(Saved entries)
..............................

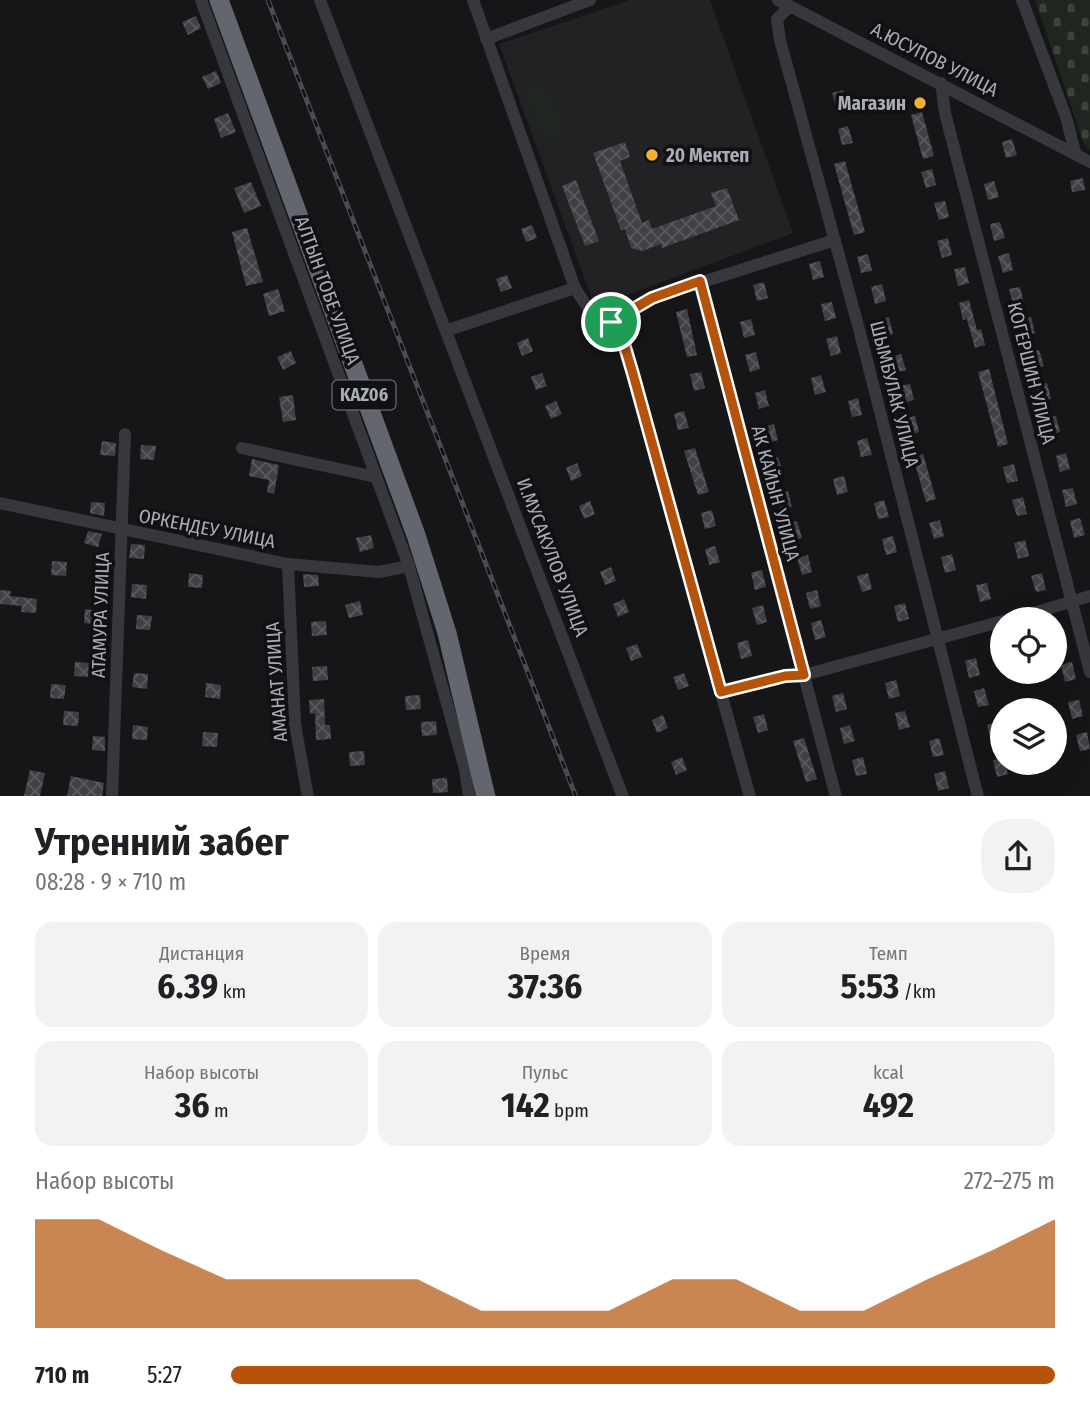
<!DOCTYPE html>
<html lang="ru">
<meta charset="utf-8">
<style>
:root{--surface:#fff;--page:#f2f2f2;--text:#202124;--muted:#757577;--accent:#b45309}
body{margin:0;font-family:"Fira Sans Condensed",sans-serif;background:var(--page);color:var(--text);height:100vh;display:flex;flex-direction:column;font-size:26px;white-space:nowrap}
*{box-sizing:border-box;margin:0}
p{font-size:23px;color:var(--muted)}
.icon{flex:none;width:38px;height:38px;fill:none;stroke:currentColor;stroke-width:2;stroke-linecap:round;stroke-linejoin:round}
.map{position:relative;height:796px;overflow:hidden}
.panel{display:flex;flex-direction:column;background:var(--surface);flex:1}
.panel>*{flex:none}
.fabs{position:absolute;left:990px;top:607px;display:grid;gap:14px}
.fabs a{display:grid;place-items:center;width:77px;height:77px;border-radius:50%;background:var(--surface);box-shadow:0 7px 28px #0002;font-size:35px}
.pin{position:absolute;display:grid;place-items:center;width:60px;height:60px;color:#fff;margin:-30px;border:4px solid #fff;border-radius:50%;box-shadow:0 2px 7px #0007}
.round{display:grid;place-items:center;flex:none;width:74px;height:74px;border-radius:28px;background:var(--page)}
.summary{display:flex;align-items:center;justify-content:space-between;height:119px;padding:0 35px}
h1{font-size:38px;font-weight:700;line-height:52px}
.stats{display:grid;grid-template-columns:repeat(3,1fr);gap:10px;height:119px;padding:7px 35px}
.stats div{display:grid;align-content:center;border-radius:18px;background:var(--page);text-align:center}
.stats b{font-size:35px;font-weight:700}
.stats small{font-size:19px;font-weight:400}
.stats p{font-size:19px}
.chart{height:196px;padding:14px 35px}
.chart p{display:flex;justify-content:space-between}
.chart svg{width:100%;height:126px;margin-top:7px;fill:var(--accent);opacity:.7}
ul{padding:0 35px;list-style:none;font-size:23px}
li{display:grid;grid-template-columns:112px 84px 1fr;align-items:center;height:52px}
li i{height:18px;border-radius:9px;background:var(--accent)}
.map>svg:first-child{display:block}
</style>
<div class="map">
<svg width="1090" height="797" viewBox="0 0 1090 797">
<defs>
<pattern id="cemetery-stones" width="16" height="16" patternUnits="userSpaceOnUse" patternTransform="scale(1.75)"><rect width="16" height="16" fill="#1e261f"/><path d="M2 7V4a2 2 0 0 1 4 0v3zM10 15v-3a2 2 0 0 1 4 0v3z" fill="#3c433d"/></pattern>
<pattern id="building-cross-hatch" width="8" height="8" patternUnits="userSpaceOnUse" patternTransform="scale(1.75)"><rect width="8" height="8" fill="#404145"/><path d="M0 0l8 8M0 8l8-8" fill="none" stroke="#595a5e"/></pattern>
</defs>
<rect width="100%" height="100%" fill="#161618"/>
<path fill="#222225" d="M630,0H710L793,233L595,307L499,44Z"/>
<path fill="url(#cemetery-stones)" d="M1035,0H1090V150L1084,144Z"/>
<path fill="#1e261f" d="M547,82L566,133L542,142L524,91Z"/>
<path fill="url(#building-cross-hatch)" d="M196,16L201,28L188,35L182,22Z
M216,71L221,83L208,89L202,77Z
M843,90L847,107L837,110L832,93Z
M922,112L934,156L923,159L911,115Z
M228,113L236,132L221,138L214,119Z
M848,126L853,143L842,145L838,129Z
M1012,139L1017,155L1006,158L1002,142Z
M625,142L630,157L620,161L642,223L649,220L652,229L716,206L711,193L727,188L739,220L662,248L661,244L642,251L631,248L625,229L621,230L593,153Z
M845,161L865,232L854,235L834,164Z
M932,169L936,185L926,188L921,172Z
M1083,178L1085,190L1072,192L1070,181Z
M576,180L599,241L585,246L562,186Z
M994,181L999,197L988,200L984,184Z
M251,182L261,206L244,213L234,188Z
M945,201L949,217L939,220L934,203Z
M1000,222L1005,238L994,241L990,224Z
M532,225L537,238L526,242L521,229Z
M247,228L263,282L246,286L232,232Z
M948,238L952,255L942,258L937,241Z
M1009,253L1013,270L1003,273L998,256Z
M868,254L872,271L861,273L857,257Z
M820,261L824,277L813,280L809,264Z
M965,267L969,283L958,286L954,269Z
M507,275L512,288L501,292L496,279Z
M764,282L768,298L757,301L753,285Z
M882,284L886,301L875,304L871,287Z
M1020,287L1024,303L1014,306L1009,289Z
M278,289L285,311L269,316L263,294Z
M969,300L977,330L981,329L985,345L975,348L967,319L963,320L959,303Z
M832,302L836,318L825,321L821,304Z
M687,309L697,355L687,357L676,312Z
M889,317L893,334L882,337L878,320Z
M1031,317L1035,333L1025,336L1020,320Z
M751,319L755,335L744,338L740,322Z
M837,336L841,353L831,356L826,339Z
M528,338L533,351L522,356L517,343Z
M1039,350L1044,366L1033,369L1029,353Z
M291,351L296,363L283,370L277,357Z
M756,352L760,369L750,372L745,355Z
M901,354L906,370L895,373L891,357Z
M989,369L1008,444L998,447L978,372Z
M701,372L705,388L694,391L690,374Z
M542,373L547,386L536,390L531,377Z
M821,375L826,392L815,395L811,378Z
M1047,383L1051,399L1040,402L1036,386Z
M910,384L914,400L904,403L899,386Z
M765,390L769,406L759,409L755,393Z
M293,395L296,420L283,422L279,397Z
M858,398L862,415L852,417L848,401Z
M556,401L562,414L551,419L545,406Z
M684,411L689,428L678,430L674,414Z
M915,416L919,432L909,435L904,419Z
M1056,416L1060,432L1049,435L1045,418Z
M774,424L778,440L768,443L763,427Z
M867,438L872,455L861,457L857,441Z
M102,441L116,443L115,456L100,455Z
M141,445L156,446L154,460L140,459Z
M695,448L709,492L698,495L684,451Z
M1066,453L1070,469L1060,472L1056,456Z
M923,454L936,499L926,502L913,457Z
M778,457L783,473L772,476L768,459Z
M252,459L279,465L274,494L267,492L269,480L249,476Z
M577,463L582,476L571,481L566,468Z
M1014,464L1018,481L1007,483L1003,467Z
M844,476L848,492L837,495L833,479Z
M1073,488L1077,504L1066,507L1062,490Z
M788,491L792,507L781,510L777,494Z
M1023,497L1027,514L1017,516L1012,500Z
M884,500L889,517L878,519L874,503Z
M590,501L595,514L584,519L579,506Z
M91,502L105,503L104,516L90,513Z
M712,510L716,526L705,529L701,513Z
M169,513L183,514L182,528L167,527Z
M1080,518L1085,535L1074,538L1070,521Z
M940,520L944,536L934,539L929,523Z
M797,521L802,538L791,541L787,524Z
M88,531L102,534L98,547L84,543Z
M371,535L374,548L360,552L356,538Z
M893,536L897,552L886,555L882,539Z
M1025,540L1029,556L1018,559L1014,543Z
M131,544L145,545L144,559L129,558Z
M715,546L720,562L709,565L705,549Z
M952,554L956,570L945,573L941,557Z
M808,555L812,572L802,575L797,558Z
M52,561L67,562L66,576L51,575Z
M611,567L616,581L605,585L600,572Z
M762,570L766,587L755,590L751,573Z
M189,573L203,575L202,588L188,587Z
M868,573L872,589L862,592L857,576Z
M1042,573L1046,590L1036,592L1031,576Z
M303,574L318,575L319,586L304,587Z
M987,583L991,599L980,602L976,585Z
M132,584L147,585L146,599L131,597Z
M0,590L11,591L10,596L37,599L36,613L21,612L22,606L0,604Z
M817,590L821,606L810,609L806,593Z
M624,599L629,612L618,617L613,604Z
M360,601L363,615L349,618L345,605Z
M905,603L909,619L898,622L894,606Z
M763,605L767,622L757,625L752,608Z
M85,609L100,611L99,625L84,623Z
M137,615L152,616L150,630L136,629Z
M821,620L826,637L815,640L811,623Z
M326,621L327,635L312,636L311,622Z
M1064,633L1068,649L1057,652L1055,635Z
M748,640L752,656L741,659L737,643Z
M637,644L642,657L631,661L626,648Z
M976,658L980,675L969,678L965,661Z
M75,662L90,663L88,677L74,676Z
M1072,662L1076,679L1065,682L1061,665Z
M327,666L328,680L313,681L312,667Z
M134,673L148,674L147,689L132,687Z
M684,673L689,686L678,690L673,677Z
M896,680L900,696L889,699L885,683Z
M206,683L221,685L220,699L205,697Z
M51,684L66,685L64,699L50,698Z
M984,688L989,705L978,707L974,691Z
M843,693L847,709L836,712L832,696Z
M420,695L421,709L406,710L405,696Z
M324,699L325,725H330L331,739L316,740L315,713L310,714L309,700Z
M1079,700L1083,716L1072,719L1068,702Z
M64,711L79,712L78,726L63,725Z
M905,711L910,727L899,730L895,713Z
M764,714L768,730L758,733L753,717Z
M663,715L668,728L657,733L652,720Z
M436,721L437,735L422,736L421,722Z
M998,722L1002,738L991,741L987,725Z
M133,725L148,727L147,740L132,739Z
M850,725L855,741L844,744L840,728Z
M203,732L218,733L217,747L202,746Z
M1087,732L1090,749L1080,751L1076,735Z
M93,736L105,737V751L92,750Z
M804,738L817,779L806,782L793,741Z
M939,738L944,755L933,757L929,741Z
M364,751L365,765L350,766L349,752Z
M682,757L687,770L676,775L671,762Z
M863,757L867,774L856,776L852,760Z
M1003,758L1008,774L997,777L993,760Z
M30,770L45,773L40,796H24Z
M945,771L949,788L938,791L934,774Z
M71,776L104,783L102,796H67Z
M447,778L448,792L433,793L432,779Z"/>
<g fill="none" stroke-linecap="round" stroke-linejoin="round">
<path stroke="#37383d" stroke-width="12" d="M201,0L409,566L465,769L469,797
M320,0L623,797
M473,0L575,288L589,310L619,327L750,797
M778,0L1090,162
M1022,0L1066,117L1075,152
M790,6L777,19L780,40L859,329L978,797
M486,39L590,0
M941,83L945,113L1090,672
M700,281L836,797
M611,322L652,298L835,240
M448,330L575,288
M242,448L376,477
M0,503L288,564L379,572L409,566
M288,564L295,724L308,797
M1010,620L1090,596
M721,692L785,676L804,675L1003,621
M112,797L125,434"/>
<path stroke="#63666e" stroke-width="19" d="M219,0L416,535L447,633L486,797"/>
<g stroke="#4a4c52" stroke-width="5">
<path id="rail" d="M268,0L576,797"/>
</g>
<use href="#rail" stroke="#111113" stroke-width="2.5" stroke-dasharray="8" stroke-linecap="butt"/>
</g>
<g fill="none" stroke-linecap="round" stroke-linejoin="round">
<g stroke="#fff" stroke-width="14">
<path id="route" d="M700,281L804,675L785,676L721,692L633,374L619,327L611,322L652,298Z"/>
</g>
<use href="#route" stroke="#b45309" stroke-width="9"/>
</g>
<g fill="#f2b134" stroke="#111113" stroke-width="2.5">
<circle cx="920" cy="103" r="7"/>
<circle cx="652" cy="155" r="7"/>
</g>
<g text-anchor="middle" stroke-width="7" stroke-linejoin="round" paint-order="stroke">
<rect fill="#111113" stroke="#7b7e86" stroke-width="2" x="332.5" y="380.5" width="63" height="29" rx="5"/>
<g font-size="18" font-weight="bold" fill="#a8adb8">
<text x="364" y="401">KАZ06</text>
</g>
<g font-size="19" fill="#a8adb8" stroke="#111113">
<text transform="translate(935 59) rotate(27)" y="7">А.ЮСУПОВ УЛИЦА</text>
<text transform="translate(328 290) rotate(70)" y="7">АЛТЫН ТОБЕ УЛИЦА</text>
<text transform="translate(1032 373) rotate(76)" y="7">КОГЕРШИН УЛИЦА</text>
<text transform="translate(895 394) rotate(76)" y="7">ШЫМБУЛАК УЛИЦА</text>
<text transform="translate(776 493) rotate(75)" y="7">АК КАЙЫН УЛИЦА</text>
<text transform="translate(207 528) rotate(11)" y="7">ОРКЕНДЕУ УЛИЦА</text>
<text transform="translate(553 557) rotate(69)" y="7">И.МУСАКУЛОВ УЛИЦА</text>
<text transform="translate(100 615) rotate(-88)" y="7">АТАМУРА УЛИЦА</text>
<text transform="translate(276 682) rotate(-94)" y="7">АМАНАТ УЛИЦА</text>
</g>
<g font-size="19" font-weight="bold" fill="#a8adb8" stroke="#111113" text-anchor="end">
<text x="906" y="110">Магазин</text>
<text x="666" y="162" text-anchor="start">20 Мектеп</text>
</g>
</g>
</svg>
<div class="fabs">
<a><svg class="icon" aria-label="locate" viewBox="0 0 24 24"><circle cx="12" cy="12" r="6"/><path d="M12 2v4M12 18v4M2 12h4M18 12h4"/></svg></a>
<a><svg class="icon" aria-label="layers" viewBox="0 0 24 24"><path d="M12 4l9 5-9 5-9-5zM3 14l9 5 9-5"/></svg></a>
</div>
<div class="pin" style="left:611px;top:322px;background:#1e9e55"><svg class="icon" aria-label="arrive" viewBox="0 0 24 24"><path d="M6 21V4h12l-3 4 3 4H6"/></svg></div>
</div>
<section class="panel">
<div class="summary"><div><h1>Утренний забег</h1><p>08:28 · 9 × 710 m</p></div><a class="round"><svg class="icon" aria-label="share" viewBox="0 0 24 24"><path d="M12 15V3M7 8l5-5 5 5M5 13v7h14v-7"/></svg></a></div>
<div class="stats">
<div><p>Дистанция</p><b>6.39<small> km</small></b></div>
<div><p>Время</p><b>37:36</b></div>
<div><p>Темп</p><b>5:53<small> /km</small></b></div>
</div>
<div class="stats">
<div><p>Набор высоты</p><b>36<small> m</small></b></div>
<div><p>Пульс</p><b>142<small> bpm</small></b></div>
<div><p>kcal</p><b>492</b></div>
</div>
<div class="chart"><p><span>Набор высоты</span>272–275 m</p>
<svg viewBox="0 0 160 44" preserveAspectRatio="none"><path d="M0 44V6L10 6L20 17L30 27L40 27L50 27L60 27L70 38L80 38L90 38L100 27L110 27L120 38L130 38L140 27L150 17L160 6V44z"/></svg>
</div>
<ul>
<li><b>710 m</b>5:27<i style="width:100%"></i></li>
</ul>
</section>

..............................

_TASK TO COMPLETE:_
Which lines in the data above contain "absolute"? Show each one.

_ANSWER SPACE:_
.fabs{position:absolute;left:990px;top:607px;display:grid;gap:14px}
.pin{position:absolute;display:grid;place-items:center;width:60px;height:60px;color:#fff;margin:-30px;border:4px solid #fff;border-radius:50%;box-shadow:0 2px 7px #0007}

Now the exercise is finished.